The IIN was identified intraoperatively and either cut or preserved (Table/Fig 2). Patients were selected on the basis of clinical history and laboratory criteria suggestive of inguinal hernia, and findings of inguinal hernia on ultrasound were inducted into the study.
Study procedure
The study comprised all adult patients who underwent Lichtenstein tension-free mesh hernioplasty. Detailed history, thorough clinical examination, required laboratory investigations, e.g., Complete Blood Count (CBC), Random Blood Sugar (RBS), Prothrombin Time-International Normalised Ratio (PT-INR), Serum Electrolyte, Blood Urea, Serum Creatinine, Human Immunodeficiency Virus (HIV), Hepatitis B surface Antigen, Hepatitis C Virus (HCV). And radiological investigations, e.g., chest X-ray (PA View), Electrocardiograph (ECG), Ultrasonography (USG) Whole Abdomen, and 2D echo, were done when required.

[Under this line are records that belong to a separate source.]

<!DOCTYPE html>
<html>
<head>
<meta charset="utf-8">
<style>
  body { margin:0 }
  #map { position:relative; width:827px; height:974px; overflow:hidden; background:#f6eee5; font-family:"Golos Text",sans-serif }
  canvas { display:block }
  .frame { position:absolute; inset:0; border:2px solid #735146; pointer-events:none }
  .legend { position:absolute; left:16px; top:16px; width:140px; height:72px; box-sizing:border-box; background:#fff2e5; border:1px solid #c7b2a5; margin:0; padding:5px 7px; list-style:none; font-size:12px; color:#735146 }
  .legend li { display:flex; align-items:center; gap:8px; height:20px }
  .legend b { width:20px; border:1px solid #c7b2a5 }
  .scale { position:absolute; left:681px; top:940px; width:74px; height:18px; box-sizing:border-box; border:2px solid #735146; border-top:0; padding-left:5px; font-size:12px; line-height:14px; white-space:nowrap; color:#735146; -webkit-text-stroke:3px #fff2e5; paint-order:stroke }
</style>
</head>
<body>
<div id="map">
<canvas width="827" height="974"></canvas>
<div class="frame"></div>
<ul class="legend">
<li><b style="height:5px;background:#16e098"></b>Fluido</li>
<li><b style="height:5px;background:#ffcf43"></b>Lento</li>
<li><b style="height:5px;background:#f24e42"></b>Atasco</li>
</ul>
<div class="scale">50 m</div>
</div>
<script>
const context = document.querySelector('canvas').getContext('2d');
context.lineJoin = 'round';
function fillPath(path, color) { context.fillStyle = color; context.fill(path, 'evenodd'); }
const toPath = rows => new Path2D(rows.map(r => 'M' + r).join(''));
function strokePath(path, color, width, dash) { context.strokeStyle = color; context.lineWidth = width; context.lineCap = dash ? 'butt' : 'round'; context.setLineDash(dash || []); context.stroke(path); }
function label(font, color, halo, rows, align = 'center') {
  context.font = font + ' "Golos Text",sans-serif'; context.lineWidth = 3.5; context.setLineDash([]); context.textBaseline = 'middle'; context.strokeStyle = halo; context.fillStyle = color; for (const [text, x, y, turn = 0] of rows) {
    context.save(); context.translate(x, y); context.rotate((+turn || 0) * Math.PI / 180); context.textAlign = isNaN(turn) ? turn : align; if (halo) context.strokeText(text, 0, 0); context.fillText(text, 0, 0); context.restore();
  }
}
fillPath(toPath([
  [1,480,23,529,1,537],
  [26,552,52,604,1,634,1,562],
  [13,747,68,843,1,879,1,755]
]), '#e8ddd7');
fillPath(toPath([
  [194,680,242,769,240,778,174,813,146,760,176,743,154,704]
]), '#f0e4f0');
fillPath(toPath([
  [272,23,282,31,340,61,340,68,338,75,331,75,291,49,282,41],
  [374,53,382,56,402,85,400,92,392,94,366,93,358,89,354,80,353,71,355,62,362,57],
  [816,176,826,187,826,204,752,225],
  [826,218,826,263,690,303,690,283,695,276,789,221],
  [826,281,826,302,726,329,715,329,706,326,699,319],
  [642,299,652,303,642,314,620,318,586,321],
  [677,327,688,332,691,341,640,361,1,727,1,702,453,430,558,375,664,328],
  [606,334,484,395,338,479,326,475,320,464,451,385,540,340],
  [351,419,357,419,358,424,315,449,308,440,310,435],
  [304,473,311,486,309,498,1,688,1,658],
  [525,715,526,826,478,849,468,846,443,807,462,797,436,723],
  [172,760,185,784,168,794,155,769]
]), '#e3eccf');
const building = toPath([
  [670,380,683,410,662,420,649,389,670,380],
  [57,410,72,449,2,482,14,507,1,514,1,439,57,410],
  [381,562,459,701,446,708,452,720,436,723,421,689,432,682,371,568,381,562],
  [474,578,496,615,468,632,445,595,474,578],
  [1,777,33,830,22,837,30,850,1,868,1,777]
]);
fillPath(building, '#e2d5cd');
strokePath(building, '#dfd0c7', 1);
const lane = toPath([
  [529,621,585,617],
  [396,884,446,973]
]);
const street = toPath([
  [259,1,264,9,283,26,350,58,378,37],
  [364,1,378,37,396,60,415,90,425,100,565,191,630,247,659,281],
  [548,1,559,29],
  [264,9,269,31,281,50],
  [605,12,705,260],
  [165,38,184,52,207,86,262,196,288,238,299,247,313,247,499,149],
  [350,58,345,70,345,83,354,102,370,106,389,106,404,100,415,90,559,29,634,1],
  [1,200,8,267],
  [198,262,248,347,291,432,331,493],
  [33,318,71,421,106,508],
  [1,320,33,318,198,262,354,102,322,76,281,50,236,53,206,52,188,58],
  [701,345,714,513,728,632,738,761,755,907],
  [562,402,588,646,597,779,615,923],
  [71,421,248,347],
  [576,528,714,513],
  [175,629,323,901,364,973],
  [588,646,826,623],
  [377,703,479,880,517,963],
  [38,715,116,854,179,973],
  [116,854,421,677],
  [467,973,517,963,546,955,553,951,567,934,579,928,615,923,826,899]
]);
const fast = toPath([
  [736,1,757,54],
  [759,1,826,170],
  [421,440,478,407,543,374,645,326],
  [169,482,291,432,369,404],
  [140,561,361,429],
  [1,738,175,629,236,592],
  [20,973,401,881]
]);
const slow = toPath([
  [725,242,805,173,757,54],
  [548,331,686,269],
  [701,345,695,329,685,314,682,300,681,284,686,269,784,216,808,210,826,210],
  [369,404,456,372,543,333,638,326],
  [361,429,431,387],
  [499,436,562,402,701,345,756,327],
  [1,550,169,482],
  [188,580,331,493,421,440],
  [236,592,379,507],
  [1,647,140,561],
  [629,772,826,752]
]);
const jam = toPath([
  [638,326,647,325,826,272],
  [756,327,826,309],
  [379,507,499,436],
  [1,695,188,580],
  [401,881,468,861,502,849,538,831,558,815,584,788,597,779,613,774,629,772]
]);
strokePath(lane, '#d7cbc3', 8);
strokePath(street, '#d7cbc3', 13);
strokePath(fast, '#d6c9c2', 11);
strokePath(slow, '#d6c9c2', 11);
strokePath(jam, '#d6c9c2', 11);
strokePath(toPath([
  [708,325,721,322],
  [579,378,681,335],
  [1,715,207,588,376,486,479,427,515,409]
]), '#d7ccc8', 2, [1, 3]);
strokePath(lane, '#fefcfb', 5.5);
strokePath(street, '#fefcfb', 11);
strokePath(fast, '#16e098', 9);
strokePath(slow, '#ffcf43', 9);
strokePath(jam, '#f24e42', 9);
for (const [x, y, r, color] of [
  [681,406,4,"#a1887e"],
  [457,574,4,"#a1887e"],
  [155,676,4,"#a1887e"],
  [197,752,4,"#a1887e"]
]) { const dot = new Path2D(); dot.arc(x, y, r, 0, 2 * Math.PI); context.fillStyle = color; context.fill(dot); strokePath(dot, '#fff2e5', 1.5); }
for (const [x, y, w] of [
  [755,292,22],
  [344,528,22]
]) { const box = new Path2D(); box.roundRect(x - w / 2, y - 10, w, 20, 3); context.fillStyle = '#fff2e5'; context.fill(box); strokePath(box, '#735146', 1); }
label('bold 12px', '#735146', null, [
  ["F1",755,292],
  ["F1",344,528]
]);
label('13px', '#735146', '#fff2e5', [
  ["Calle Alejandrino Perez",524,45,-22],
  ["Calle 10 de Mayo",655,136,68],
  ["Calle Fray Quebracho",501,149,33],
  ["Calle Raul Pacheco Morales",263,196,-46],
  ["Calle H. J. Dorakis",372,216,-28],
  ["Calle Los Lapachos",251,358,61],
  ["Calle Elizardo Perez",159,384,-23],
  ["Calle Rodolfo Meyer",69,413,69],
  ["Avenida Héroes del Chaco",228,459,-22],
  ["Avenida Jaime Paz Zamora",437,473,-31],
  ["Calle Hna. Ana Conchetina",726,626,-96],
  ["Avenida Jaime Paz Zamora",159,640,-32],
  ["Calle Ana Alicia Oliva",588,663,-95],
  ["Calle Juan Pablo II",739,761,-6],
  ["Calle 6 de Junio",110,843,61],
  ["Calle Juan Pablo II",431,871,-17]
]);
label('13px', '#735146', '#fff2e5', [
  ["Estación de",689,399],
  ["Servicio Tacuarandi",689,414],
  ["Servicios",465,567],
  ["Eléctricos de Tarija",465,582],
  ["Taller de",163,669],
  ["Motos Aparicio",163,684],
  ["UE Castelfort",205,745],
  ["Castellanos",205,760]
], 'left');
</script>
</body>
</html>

Patients were graded using the Visual Analogue Scale (VAS) for pain, with the following categories: No pain (0), mild pain (1-3), moderate pain (4-7), severe pain (8-10).
Patients were assessed: At rest; Pain after normal daily activity; Pain while walking; Pain after climbing 10 stairs; Pain after vigorous activity (such as doing workouts, lifting light weight, running etc.).
Parameters assessed
• Postoperative pain was scored using the VAS on POD-7 at one-month follow-up and three months follow-up.

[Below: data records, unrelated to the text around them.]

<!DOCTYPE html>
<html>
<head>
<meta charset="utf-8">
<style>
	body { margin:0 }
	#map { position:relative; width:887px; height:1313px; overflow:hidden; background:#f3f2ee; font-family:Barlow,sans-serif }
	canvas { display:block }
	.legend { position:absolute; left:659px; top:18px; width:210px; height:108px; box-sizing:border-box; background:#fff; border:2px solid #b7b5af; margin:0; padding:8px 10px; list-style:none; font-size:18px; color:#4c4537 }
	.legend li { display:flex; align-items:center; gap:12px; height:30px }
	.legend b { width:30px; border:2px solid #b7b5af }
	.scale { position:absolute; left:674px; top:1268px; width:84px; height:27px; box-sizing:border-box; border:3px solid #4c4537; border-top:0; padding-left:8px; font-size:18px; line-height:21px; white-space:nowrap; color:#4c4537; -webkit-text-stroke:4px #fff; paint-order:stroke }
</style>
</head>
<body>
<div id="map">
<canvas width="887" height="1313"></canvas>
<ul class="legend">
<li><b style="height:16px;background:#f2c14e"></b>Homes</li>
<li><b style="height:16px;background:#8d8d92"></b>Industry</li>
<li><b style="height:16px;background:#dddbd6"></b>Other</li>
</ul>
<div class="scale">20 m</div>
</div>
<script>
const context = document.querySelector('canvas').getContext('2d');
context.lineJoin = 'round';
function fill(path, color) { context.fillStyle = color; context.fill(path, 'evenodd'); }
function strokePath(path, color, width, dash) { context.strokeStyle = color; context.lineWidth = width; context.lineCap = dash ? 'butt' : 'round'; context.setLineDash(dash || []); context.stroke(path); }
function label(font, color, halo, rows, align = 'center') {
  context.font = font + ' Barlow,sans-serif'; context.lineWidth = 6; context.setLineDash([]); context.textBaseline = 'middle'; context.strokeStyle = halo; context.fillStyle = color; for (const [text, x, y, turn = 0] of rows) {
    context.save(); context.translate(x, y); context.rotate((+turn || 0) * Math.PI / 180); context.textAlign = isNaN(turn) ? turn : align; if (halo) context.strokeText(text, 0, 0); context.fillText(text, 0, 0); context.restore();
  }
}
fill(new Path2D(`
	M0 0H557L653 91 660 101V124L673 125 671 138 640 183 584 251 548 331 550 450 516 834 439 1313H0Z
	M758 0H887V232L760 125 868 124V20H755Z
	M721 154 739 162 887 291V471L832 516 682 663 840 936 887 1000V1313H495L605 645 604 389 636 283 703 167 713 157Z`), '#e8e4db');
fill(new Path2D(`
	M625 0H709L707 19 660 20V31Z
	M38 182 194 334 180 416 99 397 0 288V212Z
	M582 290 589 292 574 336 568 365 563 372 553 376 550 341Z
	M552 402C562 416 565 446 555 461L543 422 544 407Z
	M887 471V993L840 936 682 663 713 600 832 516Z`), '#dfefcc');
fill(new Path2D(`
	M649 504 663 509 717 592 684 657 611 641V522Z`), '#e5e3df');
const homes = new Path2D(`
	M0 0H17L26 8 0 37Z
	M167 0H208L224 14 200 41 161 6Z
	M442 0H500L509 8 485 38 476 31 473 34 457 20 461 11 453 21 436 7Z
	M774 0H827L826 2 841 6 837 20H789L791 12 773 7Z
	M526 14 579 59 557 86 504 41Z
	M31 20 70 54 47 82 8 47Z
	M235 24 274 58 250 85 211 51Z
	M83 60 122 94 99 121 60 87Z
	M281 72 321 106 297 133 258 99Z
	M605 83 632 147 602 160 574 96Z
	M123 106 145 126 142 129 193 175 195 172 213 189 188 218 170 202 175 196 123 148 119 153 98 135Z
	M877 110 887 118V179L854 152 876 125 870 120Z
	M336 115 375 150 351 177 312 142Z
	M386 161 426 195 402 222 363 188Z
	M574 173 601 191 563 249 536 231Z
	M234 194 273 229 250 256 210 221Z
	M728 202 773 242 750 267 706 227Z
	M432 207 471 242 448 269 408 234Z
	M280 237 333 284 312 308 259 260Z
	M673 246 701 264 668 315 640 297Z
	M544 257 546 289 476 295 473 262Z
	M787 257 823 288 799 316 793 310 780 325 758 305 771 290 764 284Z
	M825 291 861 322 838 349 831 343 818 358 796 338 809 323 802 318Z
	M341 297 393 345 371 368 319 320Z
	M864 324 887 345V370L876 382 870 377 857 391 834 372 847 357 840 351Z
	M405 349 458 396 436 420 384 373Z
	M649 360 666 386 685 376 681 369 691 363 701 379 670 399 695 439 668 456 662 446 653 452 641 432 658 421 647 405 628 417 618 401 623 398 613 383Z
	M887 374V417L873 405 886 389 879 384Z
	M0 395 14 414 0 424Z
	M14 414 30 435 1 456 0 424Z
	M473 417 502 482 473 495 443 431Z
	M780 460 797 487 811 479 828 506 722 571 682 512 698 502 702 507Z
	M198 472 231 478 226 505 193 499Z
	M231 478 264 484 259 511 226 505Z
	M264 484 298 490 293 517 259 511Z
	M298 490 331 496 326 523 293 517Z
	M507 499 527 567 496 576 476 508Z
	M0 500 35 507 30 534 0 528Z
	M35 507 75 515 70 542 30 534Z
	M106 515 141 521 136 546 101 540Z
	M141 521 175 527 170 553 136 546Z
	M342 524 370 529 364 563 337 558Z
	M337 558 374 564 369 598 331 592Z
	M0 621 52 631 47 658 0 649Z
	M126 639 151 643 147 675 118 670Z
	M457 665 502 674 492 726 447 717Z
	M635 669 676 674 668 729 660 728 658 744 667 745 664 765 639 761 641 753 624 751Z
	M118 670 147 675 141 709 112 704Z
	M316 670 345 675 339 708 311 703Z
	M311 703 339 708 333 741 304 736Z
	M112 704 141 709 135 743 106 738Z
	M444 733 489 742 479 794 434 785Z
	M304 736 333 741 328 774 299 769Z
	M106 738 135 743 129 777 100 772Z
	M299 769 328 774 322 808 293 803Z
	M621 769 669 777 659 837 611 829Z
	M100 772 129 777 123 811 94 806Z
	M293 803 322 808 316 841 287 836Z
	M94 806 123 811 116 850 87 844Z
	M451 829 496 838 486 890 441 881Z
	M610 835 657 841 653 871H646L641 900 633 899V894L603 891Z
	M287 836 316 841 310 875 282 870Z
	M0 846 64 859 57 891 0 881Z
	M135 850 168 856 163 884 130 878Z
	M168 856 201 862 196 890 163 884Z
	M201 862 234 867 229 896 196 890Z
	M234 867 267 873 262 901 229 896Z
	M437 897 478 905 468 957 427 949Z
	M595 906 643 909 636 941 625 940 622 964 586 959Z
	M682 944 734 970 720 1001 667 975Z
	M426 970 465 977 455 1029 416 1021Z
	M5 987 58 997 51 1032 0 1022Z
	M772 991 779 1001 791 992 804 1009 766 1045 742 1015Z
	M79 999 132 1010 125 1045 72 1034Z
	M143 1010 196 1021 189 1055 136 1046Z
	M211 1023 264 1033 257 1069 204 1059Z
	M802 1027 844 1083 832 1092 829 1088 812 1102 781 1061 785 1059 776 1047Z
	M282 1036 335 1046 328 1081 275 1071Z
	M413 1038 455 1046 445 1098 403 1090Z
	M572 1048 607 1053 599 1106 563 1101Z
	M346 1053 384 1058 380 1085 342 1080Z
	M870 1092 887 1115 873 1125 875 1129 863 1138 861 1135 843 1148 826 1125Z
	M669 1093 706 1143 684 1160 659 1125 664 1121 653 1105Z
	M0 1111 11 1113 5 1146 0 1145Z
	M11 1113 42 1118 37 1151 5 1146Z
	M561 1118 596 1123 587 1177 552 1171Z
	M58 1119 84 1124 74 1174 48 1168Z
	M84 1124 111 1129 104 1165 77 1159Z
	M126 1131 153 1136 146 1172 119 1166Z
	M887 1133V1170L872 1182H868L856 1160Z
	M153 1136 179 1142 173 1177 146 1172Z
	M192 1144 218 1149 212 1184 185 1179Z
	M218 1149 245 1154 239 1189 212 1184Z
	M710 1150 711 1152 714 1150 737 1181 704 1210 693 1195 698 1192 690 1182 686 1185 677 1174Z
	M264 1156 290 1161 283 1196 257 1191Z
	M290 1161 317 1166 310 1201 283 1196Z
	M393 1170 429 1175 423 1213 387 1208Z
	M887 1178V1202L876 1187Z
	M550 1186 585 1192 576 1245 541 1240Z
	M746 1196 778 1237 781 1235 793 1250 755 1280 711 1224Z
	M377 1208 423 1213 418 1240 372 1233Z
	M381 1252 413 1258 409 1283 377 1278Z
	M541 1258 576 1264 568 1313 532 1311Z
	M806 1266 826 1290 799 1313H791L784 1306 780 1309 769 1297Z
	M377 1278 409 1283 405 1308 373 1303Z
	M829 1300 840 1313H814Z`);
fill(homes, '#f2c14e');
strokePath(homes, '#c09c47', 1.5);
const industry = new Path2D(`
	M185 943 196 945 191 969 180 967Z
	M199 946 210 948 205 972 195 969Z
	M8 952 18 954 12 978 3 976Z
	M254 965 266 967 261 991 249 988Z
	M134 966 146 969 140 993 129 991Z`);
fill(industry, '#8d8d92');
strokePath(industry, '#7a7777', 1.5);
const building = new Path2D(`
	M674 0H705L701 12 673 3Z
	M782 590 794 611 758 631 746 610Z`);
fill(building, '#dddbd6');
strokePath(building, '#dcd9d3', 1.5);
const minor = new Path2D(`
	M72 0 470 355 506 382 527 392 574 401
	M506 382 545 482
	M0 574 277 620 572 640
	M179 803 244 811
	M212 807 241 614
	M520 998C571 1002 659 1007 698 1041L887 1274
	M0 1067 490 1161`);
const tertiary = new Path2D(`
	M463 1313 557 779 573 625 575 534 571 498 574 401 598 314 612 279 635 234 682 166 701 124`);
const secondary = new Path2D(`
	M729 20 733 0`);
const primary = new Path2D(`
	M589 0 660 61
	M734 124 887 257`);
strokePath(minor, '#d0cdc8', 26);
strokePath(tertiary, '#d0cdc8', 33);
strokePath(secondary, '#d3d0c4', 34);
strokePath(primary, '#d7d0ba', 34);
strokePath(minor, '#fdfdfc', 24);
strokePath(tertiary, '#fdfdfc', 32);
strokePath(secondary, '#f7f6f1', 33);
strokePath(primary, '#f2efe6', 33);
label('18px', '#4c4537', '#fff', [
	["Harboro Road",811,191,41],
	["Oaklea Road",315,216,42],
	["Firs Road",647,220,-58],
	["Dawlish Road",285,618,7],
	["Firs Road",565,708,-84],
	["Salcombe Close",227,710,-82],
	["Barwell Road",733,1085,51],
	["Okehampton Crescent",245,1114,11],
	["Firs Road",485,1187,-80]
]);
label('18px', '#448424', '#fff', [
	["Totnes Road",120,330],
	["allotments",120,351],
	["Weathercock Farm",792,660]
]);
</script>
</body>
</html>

• Symptoms like hypoesthesia/numbness (partial or total loss of sensation) and hyperaesthesia (exaggeration of touch sensation) were evaluated at POD-7 at one month follow-up and three months follow-up.
Statistical Analysis
The results were calculated with the help of statistics, tables, and graphs. Chi-square test was applied for non parametric values. A p-value of <0.05 was considered significant. All relevant statistical tests were applied on the data using statistical software GraphPad Prism 9.
The patients were divided into two groups: group A (neurectomy) and group B (nerve preservation). Mean age was 55.95±15.61 years in group A and 55.4±17.22 years in group B which was statistically non-significant. All patients were men. In group A, 8 (22.8%) had preoperative pain while in group B, 3 (8.5%) had pain before surgery which is statistically non significant (p>0.05).
On POD-7, 30 patients in group A (85.7%) had no pain at rest, as compared to 22.86% patients in group B and the difference was statistically significant (p<0.0001). After one month, 3 (8.57%) patients in group B complained of mild pain at rest. Neither group reported postoperative pain at rest after three months of follow-up. (Table/Fig 3).
At POD-7, 14 (40%) of patients in group A and 24 (68.57%) of patients in group B reported mild pain after normal daily activities. Following a month of follow-up, 2 (5.7%) patients in group A and 8 (22.86%) patients in group B reported mild pain, and 2 (5.7%) patients in group B reported moderate pain while performing normal daily activities. The difference was statistically significant (p<0.05). At 3-month follow-up, 3 (8.57%) patients in group B had mild pain after normal daily activities (Table/Fig 4).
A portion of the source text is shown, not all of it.